The Company has also granted the underwriters a 30-day option to purchase up to 5,294,117 additional shares of its common stock and/or investor warrants to purchase up to 5,294,117 additional shares of its common stock, in any combination thereof, at the public offering price, less underwriting discounts and commissions, to cover over-allotments, if any.

Sonnet anticipates using the net proceeds from the offering for research and development, including clinical trials, working capital and general corporate purposes.

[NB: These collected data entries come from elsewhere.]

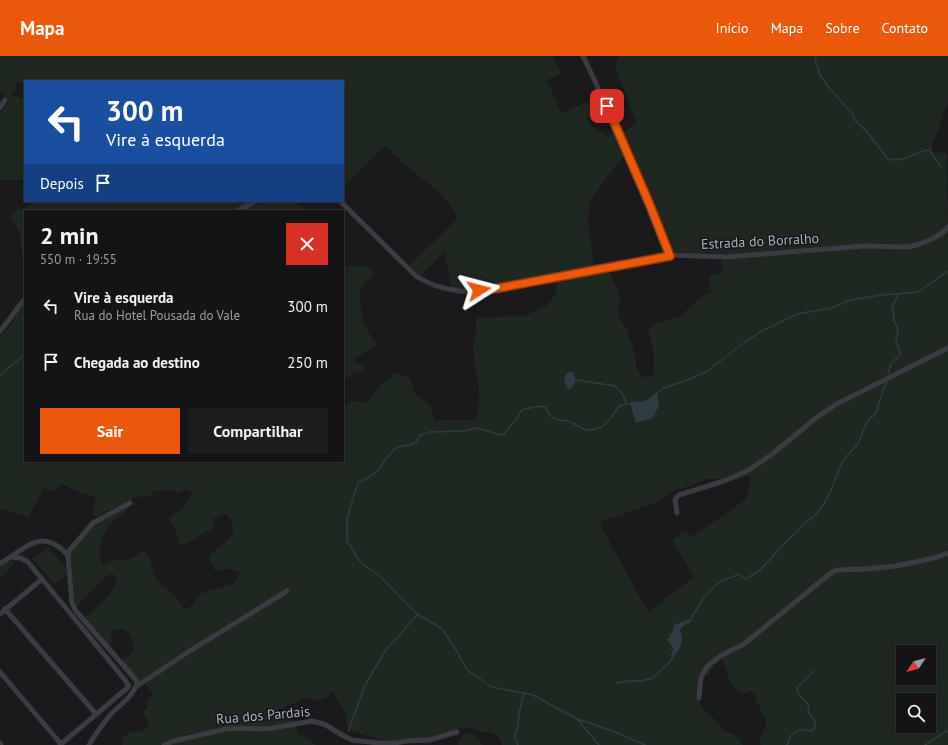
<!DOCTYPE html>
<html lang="pt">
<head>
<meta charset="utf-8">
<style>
  :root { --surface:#141416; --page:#1d1d1f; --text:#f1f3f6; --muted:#9d9ea1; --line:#333335; --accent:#ea580c }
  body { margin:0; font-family:"PT Sans",sans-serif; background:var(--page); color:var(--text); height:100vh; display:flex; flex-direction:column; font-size:15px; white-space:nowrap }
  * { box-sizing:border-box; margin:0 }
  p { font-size:13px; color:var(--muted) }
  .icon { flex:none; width:22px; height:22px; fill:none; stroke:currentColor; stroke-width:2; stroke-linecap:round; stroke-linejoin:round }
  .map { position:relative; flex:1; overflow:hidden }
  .sheet { position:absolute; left:24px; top:154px; width:320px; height:252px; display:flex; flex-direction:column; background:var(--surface); border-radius:0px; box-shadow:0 2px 6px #0003,0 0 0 1px var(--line) }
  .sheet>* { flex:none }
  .hud { position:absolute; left:24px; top:24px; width:320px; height:122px; border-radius:0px; box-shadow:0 2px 6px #0003,0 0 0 1px var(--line); background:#1a4fa0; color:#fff; overflow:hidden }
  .needle { width:26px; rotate:235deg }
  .buttons { position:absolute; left:896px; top:589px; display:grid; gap:8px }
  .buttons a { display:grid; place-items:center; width:40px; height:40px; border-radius:0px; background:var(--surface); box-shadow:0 2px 6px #0003,0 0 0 1px var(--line); font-size:20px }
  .pin { position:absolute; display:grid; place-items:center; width:34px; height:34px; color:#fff; margin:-17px; border-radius:8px; box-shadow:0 2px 6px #0006 }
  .me { position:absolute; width:44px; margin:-22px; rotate:81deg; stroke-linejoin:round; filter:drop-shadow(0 0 3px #0008) }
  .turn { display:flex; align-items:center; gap:14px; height:84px; padding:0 16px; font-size:18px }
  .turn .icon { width:52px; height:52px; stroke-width:2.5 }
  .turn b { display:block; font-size:28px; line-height:34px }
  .then { display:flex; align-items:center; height:38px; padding:0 16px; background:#0003; gap:8px; font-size:15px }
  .round { display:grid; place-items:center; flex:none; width:42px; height:42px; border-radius:0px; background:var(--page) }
  .overview { display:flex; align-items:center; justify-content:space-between; height:68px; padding:0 16px }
  h1 { font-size:24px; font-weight:800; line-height:30px }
  .button { display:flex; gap:8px; margin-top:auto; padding:8px 16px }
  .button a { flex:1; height:46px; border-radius:0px; background:var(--accent); color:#fff; font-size:16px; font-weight:800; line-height:46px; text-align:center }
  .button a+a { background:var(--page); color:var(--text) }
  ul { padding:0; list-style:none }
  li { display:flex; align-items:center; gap:12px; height:56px; padding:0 16px }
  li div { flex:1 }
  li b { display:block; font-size:15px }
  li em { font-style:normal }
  header { display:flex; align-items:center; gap:24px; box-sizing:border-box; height:56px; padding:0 20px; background:var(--accent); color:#fff }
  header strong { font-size:19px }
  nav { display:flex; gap:22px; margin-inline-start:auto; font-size:14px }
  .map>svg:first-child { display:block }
  .green { fill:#1f2820; fill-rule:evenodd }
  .water { fill:#2f3b42 }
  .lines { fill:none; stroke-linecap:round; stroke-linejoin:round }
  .stream { stroke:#2f3b42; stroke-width:1.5 }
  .street { stroke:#3b3c42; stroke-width:5 }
  .route-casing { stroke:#983908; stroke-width:10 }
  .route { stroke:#ea580c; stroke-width:7 }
  .labels { text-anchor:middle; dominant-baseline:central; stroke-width:3; stroke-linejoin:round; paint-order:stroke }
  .street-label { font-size:14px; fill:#acb2bd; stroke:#151518 }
</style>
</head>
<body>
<header>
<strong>Mapa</strong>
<nav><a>Início</a><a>Mapa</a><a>Sobre</a><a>Contato</a></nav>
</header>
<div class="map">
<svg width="948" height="689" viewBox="0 0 948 689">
  <rect width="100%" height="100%" fill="#1a1a1d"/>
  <!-- green -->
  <path class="green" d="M0,0H553L561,18L547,24L561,57L598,42L602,54L586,62L591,70L607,80L617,76L626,97L607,121L591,144L588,163L594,211L481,232L467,233L452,232L444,196L421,220L409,210L457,163L456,158L449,147L439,136L427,126L420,122L385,90L343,131V25H25V27L18,26L15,29L16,32L11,40H16L25,44V124H0V58L10,44L7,41L0,36Z
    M619,0H948V48L944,55L939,73L932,88V96L947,97L948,171L940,178L914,189L745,199L674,196L621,77L637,68L615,11Z
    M33,145H250L233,155H25V201L21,196L20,178L11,161L12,156C20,154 28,151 33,145Z
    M271,145H290L302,150L308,155H241L253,150Z
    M948,173V689H761L760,681L766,670V663L757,647L754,638L750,635L744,638L738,637L733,629L728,623L727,614L722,603C716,606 712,612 709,619H704C702,628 703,639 699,646L705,655L710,658L723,674L734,678L743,689H502L499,681L494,677L481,676L474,673L468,671L424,682H405L393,685L380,683L354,676L346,670V659L336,641L332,636L326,642L320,644L306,642L283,652H278L281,658L291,662L294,666L292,667L262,671L237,669L189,678L167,685L159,689H122L123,681L129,677L144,675L149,669L143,656L147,652V647L153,638L145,627L156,619L256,556L252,553L185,595L139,626L121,603C130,601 135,597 133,587C132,584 131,580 129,577C127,575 123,573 120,572L113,574L110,580L113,587L109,589L84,561L90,559L111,537L117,526L114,518H109L76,551L75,548L70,500L72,496L92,471L120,454L126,452L127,454C124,460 118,462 113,466C104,475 99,488 100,501C100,504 102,507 103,509C107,508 111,505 116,504C123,503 124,505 132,502C137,499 139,496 144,496L150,503L154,519L162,530L168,533L172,538L179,545L182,551L186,553L194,548L197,541L202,537L234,527L239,520V516C229,511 225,513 215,515L209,503L211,498L228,484L234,475L230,463L226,458L219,462H211L214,467L213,473C202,478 192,485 181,490L175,473L169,464L173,459L182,453L193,436L186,433L180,436L166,434L154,435L150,440L136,441L96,461L92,458L96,441L77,435L62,428L53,435L44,432L28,461L0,452V280C11,272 16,257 25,246V405H343V351L353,345L367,346C375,335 384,325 396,317L409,321L412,326L414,336L430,350L435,364H472L478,360L479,342L478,324L475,313L473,285L476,277V262L524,260L548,249L555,239L557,234V222L610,214L612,223L619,235L620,243L618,253L619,261L628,276V281L632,287L636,304V311L643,321H649L653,320C656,304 653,287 648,273L658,266L668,264L680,260L703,240L711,236L709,220L723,217L721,204L812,197L865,191L907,193ZM657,338L636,367L631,347L647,345ZM748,420L751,423L746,443L731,454L691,481L686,475L672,484L694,521L648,556L601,470V466L654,447L667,440L674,434L685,432L706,423H723L729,425L739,423ZM687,564L690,566L685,568L680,575C682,581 682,591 678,595C676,597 674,597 671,599L673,592L668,585L667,583L670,581L669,579L673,576L675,569ZM903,596H929V622H903ZM903,644H929V670H903Z
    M352,209L365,211L374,215C370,224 364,227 360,236C359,239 359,242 360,245C361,263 367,276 377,289C369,295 360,298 352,304L359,308L365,309L363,315L355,317L343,324V211Z
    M48,491L69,516L54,528L33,503Z
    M8,505H12L15,506L14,508L0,522V508Z
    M296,670L298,678C304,681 311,683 316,689H169L224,676Z
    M467,677C474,678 479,682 482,689H458L463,679Z"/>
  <!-- water -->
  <path class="water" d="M569,316H573L576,324L574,329L570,333L567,332L564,323L566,318Z
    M657,337L659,349L653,362L636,367L630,347L647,345Z
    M687,564H691V566C686,568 682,570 680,575C685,583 680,597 672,601L671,599L673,592L668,585L667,583L670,581L669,579L673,576L674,569Z"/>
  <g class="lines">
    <!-- stream -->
    <path class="stream" d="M816,0L815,3L820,19L829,32L852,57L855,64L869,78L887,102C901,109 915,95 929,94L941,111
      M888,318L891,307L896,303L900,298C900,293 896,288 896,282C896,280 898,278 898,276C898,271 895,268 893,263L894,260L892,250L899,238
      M0,320L4,315L25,299
      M576,324L615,330L621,336L627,348
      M642,346L647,345L664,332L687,324L706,316L737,292L760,276L797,258L832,252L850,244L882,239L918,236L948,215
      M690,564C697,552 707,535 719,527C725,523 733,521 739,518L746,523L759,515L788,484L799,474L803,469L815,459L824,448L831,434L843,404L858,388L867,366L876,357L883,334L887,326
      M616,627L629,625H641L653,622L670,606L673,600
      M578,663L615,676L645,689
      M348,676L365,629L385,595L417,559
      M518,689L515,680L518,670L519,657L524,637
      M599,689L577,663L533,639L492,631L467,614L455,592L441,572L417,558L382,522L361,507L347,485V462L358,427C365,423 373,420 379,413C384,407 388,398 395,393C406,385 411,395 421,379L430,376L465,375L478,372L500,379L504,378L518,361L520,356L524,353L542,350L545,351C548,358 552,364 560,364C562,365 565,364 567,365C574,366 582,375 590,374C597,374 607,369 611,362C614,358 615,353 620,350C626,347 632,347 638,346
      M787,689C788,686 789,682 791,680C795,673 806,673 812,675L816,670L814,664L808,656L809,649C802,641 798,642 797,631L814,615
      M925,689L948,674"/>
    <!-- street -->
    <path class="street" d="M583,0C615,66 643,132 670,199
      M0,52L5,44
      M340,145L416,220C428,228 444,233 459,235C468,236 478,234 488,233L670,199L727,201L864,190L908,191L917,189L932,183L942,177L948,171
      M237,155L256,145
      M0,275C9,265 16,253 25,243
      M677,457L675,443L679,439L724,425L747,415L771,399L816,362L835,349L948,292
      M11,501L21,502L28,506L125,624L129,630L126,633L60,689
      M68,501L69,495L93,467L130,447
      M0,507C18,499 34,477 54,488C60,491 65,495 68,501L72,547L76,555L136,624L137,627C135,638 119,650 111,658C103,668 95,678 89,689
      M5,553L96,658
      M0,558L42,523
      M0,616L61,688
      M137,630L188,596L287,535
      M699,642L700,630L701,621L706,612L711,607L722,599L744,588L832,516L837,514L866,513L896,510L934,502L948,497
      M0,687L1,689
      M164,689L174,685L226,673L240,672L260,673L273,672L312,665L324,668L344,680L352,684L379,687H396L406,685L429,684L457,676"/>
  </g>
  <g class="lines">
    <!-- route casing -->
    <g class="route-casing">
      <path id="route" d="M479,234H488L670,200L649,147L607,50"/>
    </g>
    <!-- route -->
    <use href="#route" class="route"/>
  </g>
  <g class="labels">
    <!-- street labels -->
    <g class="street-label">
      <text transform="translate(760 185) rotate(-3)">Estrada do Borralho</text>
      <text transform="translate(263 659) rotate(-5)">Rua dos Pardais</text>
    </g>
  </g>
</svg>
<div class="buttons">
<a><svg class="needle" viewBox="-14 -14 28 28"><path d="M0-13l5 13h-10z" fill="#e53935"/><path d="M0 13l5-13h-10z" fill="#9d9ea1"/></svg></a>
<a><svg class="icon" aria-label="search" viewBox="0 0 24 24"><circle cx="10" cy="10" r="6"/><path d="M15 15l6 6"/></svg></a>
</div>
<div class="pin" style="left:607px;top:50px;background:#d93025"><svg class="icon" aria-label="arrive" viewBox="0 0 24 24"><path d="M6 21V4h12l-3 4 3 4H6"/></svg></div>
<svg class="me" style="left:479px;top:234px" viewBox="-20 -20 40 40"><path d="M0-17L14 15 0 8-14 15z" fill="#ea580c" stroke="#fff" stroke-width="4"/></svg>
<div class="hud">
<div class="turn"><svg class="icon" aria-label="left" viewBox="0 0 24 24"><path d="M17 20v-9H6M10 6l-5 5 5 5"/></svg><div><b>300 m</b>Vire à esquerda</div></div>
<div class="then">Depois<svg class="icon" aria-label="arrive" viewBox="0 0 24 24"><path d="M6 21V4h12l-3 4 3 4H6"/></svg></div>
</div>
<section class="sheet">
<div class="overview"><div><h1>2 min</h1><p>550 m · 19:55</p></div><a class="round" style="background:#d93025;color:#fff"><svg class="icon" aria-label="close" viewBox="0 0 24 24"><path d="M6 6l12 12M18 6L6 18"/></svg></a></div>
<ul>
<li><svg class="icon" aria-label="left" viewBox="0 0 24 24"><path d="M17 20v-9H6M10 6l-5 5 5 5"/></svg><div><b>Vire à esquerda</b><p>Rua do Hotel Pousada do Vale</p></div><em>300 m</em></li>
<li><svg class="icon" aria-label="arrive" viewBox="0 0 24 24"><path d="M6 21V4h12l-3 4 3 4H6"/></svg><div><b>Chegada ao destino</b></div><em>250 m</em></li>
</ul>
<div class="button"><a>Sair</a><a>Compartilhar</a></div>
</section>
</div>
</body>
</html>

The securities will be offered pursuant to a registration statement on Form S-1, as amended (File No. 333-258092), which was declared effective by the Securities and Exchange Commission (the "SEC") on August 19, 2020. The offering is being made solely by means of a prospectus. A preliminary prospectus relating to and describing the terms of the offering has been filed with the SEC and is available on the SEC’s website at www.sec.gov. Copies of the preliminary prospectus and, when available, copies of the final prospectus relating to this offering can be obtained at the SEC’s website at www.sec.gov or from BTIG, LLC, Attention: Equity Capital Markets, 65 East 55th Street, New York, NY 10022, by calling (212) 593-7555 or by e-mail at [email protected].

This press release does not constitute an offer to sell or the solicitation of an offer to buy, nor will there be any sales of these securities in any jurisdiction in which such offer, solicitation or sale would be unlawful prior to registration or qualification under the securities laws of such jurisdiction.